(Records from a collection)
---

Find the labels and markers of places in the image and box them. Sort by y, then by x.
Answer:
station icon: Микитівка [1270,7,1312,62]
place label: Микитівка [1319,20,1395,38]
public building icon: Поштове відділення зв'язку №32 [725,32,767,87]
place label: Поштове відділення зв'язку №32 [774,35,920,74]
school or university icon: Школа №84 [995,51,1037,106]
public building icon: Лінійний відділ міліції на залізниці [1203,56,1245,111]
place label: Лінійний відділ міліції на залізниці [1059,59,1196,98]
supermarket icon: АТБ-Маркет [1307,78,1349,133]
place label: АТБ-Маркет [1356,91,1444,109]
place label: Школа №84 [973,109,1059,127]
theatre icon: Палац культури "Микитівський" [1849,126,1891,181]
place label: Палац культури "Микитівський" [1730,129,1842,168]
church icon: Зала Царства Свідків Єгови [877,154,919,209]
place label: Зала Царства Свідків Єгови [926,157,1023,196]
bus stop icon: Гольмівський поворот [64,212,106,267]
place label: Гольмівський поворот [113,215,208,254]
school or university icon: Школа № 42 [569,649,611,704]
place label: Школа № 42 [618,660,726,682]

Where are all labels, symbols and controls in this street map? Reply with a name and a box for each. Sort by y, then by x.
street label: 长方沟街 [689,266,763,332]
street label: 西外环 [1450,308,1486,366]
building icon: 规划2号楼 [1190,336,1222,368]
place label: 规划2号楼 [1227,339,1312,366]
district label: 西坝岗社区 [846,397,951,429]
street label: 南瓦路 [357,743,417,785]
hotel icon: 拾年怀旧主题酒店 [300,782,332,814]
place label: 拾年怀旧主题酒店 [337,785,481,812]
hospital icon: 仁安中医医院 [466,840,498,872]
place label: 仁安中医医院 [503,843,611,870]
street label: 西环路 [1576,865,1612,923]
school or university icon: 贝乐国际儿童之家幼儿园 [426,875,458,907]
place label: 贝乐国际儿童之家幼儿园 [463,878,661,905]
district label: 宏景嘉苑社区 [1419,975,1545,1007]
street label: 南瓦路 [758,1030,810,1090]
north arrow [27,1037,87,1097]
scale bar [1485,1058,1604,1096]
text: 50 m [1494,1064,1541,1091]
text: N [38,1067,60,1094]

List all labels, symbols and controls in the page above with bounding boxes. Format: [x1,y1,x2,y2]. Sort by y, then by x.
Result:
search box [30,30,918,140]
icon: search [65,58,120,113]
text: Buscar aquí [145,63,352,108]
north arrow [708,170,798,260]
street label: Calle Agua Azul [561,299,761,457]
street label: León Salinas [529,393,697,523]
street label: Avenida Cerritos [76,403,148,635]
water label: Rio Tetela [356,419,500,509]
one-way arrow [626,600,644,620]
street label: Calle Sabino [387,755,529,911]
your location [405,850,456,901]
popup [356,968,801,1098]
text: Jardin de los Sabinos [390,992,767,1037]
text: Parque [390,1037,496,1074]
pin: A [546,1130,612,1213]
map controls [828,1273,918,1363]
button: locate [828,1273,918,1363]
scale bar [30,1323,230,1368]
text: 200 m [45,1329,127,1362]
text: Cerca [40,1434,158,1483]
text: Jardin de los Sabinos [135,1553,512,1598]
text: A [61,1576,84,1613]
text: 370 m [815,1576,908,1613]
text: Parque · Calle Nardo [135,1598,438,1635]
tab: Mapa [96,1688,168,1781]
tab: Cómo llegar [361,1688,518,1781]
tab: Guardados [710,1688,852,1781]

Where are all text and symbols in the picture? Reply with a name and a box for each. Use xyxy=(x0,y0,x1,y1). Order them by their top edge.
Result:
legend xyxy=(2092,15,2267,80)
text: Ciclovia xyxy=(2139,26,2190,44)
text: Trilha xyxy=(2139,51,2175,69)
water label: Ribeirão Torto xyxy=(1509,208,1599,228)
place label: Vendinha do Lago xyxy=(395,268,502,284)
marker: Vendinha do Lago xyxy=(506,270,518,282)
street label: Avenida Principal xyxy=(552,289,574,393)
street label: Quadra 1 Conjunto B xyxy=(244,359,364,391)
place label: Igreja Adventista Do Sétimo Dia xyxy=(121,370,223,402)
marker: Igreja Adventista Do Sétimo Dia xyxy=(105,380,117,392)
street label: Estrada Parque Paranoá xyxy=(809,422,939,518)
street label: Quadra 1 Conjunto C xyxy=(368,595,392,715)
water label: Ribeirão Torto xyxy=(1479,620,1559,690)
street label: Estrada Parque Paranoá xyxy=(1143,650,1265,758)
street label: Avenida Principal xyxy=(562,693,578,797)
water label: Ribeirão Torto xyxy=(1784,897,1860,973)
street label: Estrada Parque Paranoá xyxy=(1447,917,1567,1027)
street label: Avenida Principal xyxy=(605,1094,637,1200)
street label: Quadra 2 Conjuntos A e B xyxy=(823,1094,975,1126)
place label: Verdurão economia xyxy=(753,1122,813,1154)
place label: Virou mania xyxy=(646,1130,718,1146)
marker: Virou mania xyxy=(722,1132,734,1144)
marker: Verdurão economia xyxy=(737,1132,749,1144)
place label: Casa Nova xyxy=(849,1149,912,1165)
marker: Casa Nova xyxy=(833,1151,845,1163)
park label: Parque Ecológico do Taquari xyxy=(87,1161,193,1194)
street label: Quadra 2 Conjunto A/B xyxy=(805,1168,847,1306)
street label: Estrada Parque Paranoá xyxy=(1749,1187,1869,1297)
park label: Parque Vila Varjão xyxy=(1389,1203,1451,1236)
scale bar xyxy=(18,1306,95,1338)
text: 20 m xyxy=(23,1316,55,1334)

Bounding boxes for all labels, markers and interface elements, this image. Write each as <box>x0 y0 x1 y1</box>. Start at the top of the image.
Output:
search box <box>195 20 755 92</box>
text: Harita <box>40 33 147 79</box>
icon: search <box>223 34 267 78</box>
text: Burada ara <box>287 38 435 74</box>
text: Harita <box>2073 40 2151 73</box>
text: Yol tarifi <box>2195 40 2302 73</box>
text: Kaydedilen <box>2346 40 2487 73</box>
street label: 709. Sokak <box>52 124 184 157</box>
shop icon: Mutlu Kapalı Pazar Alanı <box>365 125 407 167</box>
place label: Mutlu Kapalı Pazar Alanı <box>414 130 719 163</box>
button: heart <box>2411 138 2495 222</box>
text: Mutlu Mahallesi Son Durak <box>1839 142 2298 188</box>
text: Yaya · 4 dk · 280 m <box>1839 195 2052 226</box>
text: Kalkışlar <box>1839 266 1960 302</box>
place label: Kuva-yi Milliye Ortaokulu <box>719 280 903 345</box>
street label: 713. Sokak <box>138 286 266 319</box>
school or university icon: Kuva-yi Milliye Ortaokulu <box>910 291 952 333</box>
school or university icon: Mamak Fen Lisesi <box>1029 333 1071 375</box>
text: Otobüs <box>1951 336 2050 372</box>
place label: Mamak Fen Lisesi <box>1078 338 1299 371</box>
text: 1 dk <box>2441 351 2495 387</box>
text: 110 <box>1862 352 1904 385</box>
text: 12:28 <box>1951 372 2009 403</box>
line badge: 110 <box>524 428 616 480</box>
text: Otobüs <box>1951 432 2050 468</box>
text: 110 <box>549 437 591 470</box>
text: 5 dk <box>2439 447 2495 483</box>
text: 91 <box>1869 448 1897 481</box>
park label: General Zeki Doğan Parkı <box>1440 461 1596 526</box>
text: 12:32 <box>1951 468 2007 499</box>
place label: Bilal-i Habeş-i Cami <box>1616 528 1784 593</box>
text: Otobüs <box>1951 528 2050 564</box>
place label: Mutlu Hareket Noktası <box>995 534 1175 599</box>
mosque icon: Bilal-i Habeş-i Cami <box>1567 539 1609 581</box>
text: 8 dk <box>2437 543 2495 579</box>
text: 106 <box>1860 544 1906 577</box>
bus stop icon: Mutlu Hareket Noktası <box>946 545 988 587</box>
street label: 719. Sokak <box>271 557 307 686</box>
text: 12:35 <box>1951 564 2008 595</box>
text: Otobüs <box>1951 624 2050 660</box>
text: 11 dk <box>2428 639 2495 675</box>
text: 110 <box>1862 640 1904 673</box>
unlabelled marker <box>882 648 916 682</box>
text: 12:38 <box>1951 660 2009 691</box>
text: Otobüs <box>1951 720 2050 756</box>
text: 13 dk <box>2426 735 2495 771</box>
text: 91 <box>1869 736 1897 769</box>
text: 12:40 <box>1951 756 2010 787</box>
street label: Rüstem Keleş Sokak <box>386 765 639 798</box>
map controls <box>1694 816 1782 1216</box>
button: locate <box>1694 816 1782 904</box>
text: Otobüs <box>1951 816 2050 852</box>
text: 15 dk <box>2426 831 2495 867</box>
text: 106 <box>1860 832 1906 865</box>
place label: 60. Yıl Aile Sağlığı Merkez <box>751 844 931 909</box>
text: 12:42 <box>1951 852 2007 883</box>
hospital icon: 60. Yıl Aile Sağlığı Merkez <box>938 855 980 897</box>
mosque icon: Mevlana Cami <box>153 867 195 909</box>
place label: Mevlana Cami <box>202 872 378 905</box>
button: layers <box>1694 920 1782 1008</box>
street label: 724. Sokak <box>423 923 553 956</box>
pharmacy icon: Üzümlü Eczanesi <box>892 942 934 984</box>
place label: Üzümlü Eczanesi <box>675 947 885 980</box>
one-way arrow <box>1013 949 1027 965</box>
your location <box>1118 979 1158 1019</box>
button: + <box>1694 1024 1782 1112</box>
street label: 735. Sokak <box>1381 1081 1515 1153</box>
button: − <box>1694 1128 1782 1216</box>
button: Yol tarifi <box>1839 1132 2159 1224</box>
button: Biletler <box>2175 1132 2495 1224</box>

---

TASK BRIEF
Using the entries above, find all lines with "поворот". Copy them.

SOLUTION TO THE PROBLEM
bus stop icon: Гольмівський поворот [64,212,106,267]
place label: Гольмівський поворот [113,215,208,254]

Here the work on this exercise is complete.